After a decade of diminishing control and exclusion from provider panels, psychiatrists are developing strategies to regain some control of health care. With the help of consultation services like those provided by the American Psychiatric Association, they are learning to survive and prosper in this era of managed care.
Psych Care of Connecticut is an example of one strategy-the formation of clinician-owned-and-operated delivery systems capable of assuming responsibility for large numbers of patients and the financial risk for their care. Payers, government and industry, favor these arrangements because they offer one-stop shopping and the opportunity to negotiate for the cost of care through a variety of capitation arrangements.
Under the leadership of a visionary psychiatrist and the assistance of the APA consulting service, 30 local psychiatrists organized into 14 group practices formed a statewide not-for-profit independent practice association (IPA), Psych Care, and a for-profit management services organization (MSO), Psych Management. The IPA provides a vehicle for clinicians, practicing in their own offices, to take on responsibility for 140,000 covered lives on a contractual basis. Although IPA ownership is presently limited to psychiatrists, participating providers include the entire range of mental health professionals. This arrangement offers the continuum of services and fee schedules that payers demand. Providers participate in Psych Care as independent clinicians, behavioral group practices, and hospital-based department chiefs of inpatient and lower levels of care services.

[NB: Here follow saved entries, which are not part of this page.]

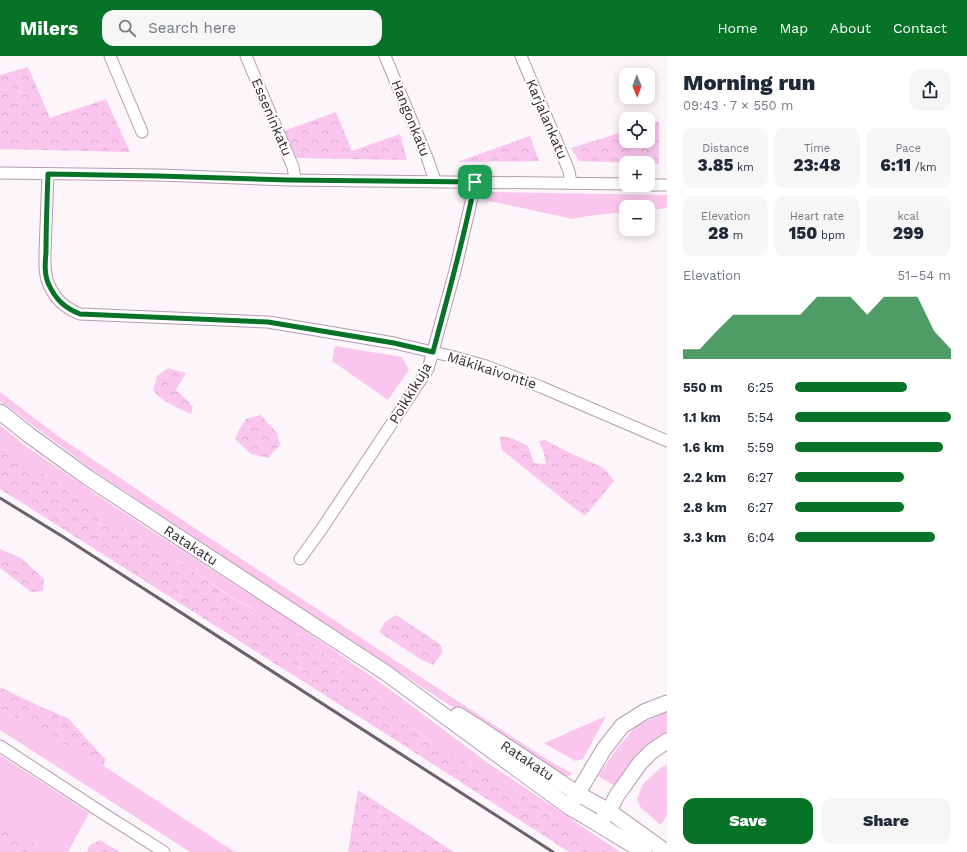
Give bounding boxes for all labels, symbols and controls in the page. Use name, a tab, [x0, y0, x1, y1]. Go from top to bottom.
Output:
search box	[102, 10, 382, 46]
text: Milers	[20, 17, 78, 40]
icon: search	[116, 17, 138, 39]
text: Search here	[148, 19, 236, 37]
text: Home	[717, 20, 757, 36]
text: Map	[779, 20, 808, 36]
text: About	[830, 20, 871, 36]
text: Contact	[893, 20, 947, 36]
north arrow	[619, 68, 655, 104]
map controls	[619, 68, 655, 236]
button: share	[909, 69, 951, 111]
text: Morning run	[683, 70, 815, 95]
street label: Esseninkatu	[248, 76, 296, 158]
street label: Hangonkatu	[388, 77, 434, 159]
street label: Karjalankatu	[523, 77, 571, 161]
text: 09:43 · 7 × 550 m	[683, 98, 793, 113]
button: locate	[619, 112, 655, 148]
text: Distance	[702, 142, 749, 155]
text: Time	[804, 142, 830, 155]
text: Pace	[896, 142, 921, 155]
text: 3.85	[697, 155, 733, 175]
text: 23:48	[793, 155, 841, 175]
text: 6:11	[880, 155, 911, 175]
button: +	[619, 156, 655, 192]
text: km	[733, 161, 754, 174]
text: /km	[911, 161, 936, 174]
pin	[458, 165, 492, 199]
icon: arrive	[464, 171, 486, 193]
button: −	[619, 200, 655, 236]
text: Elevation	[701, 210, 750, 223]
text: Heart rate	[790, 210, 844, 223]
text: kcal	[897, 210, 919, 223]
text: 28	[708, 223, 729, 243]
text: 150	[789, 223, 817, 243]
text: 299	[893, 223, 924, 243]
text: m	[729, 229, 743, 242]
text: bpm	[817, 229, 845, 242]
text: Elevation	[683, 268, 741, 283]
text: 51–54 m	[897, 268, 951, 283]
street label: Mäkikaivontie	[445, 348, 539, 392]
street label: Poikkikuja	[386, 360, 434, 426]
text: 550 m	[683, 380, 722, 395]
text: 6:25	[747, 380, 774, 395]
text: 1.1 km	[683, 410, 721, 425]
text: 5:54	[747, 410, 774, 425]
text: 1.6 km	[683, 440, 724, 455]
text: 5:59	[747, 440, 774, 455]
text: 2.2 km	[683, 470, 726, 485]
text: 6:27	[747, 470, 773, 485]
text: 2.8 km	[683, 500, 727, 515]
text: 6:27	[747, 500, 773, 515]
street label: Ratakatu	[161, 522, 221, 569]
text: 3.3 km	[683, 530, 726, 545]
text: 6:04	[747, 530, 775, 545]
street label: Ratakatu	[498, 737, 557, 784]
button: Save	[683, 798, 813, 844]
button: Share	[821, 798, 951, 844]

Paralleling a management services organization with a provider network solved a number of the problems that confront many provider networks. The Psych Care provider network is large and growing larger. This makes it cumbersome and indecisive in contrast to the leaner management services organization governing structure. The IPA cannot accept investment from outside of the participant's owners, limiting ability to raise cash for start-up and growth as well as its potential value as an equity holding. The MSO faces none of these restrictions. In its bylaws, Psych Management has placed restrictions on the sale of its stock to ensure that control of the organization remains in the hands of physicians.
Consulting services can be an invaluable aid in the formation of groups like Psych Care of Connecticut in areas such as start-up, legal formation, network development, capitation and preparing the bid for its groundbreaking contract.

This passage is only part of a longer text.